CAVEAT: If you have used an external entity type for a property declaration before registering that type with @ExtendApplicationDomain, you would need to recompile that file after registering the type (simple edit and save would do the trick in any IDE). This is definitely required in Eclipse IDE as it cannot know that the file is somehow related to changes to the registered types. However, for IntelliJ IDEA, where we better control what files should be passed for annotation processing, re-processing after registering an external entity type should be happening automatically.

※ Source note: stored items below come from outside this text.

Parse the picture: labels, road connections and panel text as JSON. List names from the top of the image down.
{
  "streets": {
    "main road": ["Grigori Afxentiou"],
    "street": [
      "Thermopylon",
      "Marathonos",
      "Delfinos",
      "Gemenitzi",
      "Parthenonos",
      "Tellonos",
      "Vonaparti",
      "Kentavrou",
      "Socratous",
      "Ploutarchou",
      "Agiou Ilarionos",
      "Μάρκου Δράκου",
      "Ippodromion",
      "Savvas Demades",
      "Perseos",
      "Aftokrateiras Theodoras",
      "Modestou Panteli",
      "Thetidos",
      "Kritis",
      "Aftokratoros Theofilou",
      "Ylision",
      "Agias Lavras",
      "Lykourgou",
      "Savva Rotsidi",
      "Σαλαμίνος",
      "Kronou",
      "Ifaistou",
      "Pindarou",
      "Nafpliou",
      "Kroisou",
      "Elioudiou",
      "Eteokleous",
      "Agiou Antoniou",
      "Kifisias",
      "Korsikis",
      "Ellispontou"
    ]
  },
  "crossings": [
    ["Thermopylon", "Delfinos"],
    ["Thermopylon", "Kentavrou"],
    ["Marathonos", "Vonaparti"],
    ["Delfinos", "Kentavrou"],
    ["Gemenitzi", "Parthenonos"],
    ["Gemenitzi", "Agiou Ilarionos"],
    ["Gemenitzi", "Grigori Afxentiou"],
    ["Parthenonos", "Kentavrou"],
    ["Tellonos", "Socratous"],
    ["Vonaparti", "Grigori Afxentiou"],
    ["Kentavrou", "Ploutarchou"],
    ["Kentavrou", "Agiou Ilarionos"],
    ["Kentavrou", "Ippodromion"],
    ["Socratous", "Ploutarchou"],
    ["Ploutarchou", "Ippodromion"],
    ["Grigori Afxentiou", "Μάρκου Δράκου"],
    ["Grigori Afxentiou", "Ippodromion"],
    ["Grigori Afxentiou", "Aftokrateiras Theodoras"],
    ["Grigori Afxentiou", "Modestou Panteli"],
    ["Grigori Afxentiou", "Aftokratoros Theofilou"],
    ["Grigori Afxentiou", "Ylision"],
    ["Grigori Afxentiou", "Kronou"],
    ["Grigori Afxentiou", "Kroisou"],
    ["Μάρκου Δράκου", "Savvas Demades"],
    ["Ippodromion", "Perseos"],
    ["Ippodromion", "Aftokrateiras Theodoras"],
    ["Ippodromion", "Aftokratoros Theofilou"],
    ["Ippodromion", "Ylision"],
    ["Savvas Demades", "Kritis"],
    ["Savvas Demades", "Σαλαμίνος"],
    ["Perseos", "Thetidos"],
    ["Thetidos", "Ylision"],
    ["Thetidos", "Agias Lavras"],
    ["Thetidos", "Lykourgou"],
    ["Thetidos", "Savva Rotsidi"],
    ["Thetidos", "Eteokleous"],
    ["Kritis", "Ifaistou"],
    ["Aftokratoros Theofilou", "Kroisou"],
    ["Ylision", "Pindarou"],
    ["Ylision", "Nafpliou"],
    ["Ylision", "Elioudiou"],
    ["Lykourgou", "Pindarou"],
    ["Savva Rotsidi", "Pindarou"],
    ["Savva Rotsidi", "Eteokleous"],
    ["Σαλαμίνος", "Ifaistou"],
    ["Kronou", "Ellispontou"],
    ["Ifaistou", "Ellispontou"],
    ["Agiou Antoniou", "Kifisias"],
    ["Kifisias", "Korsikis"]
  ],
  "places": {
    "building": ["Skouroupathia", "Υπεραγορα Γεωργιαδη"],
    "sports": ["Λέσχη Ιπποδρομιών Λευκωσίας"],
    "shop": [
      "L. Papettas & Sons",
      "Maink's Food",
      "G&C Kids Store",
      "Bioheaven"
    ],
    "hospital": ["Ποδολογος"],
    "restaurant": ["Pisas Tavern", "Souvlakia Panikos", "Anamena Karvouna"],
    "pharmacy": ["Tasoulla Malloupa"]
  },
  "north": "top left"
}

Skipping entity registration

In some cases it might be desirable to prevent a domain entity type from being registered. To accomplish this, annotation @SkipEntityRegistration should be used. An example follows:

@KeyType(String.class)
@MapEntityTo
@SkipEntityRegistration
public class ExampleEntity extends AbstractEntity<String> { ... }

If ExampleEntity had been registered prior to being annotated with @SkipEntityRegistration, then it will be unregistered upon being processed next time.

NOTE: Abstract entity types are skipped from verification automatically.

Renaming entity types

Renaming of java sources by means of the IDE's refactoring capabilities should automatically lead to the respective renaming in the generated ApplicationDomain. If, for some reason, automatic renaming is lacking, then full (clean) build should be performed to regenerate ApplicationDomain from scratch.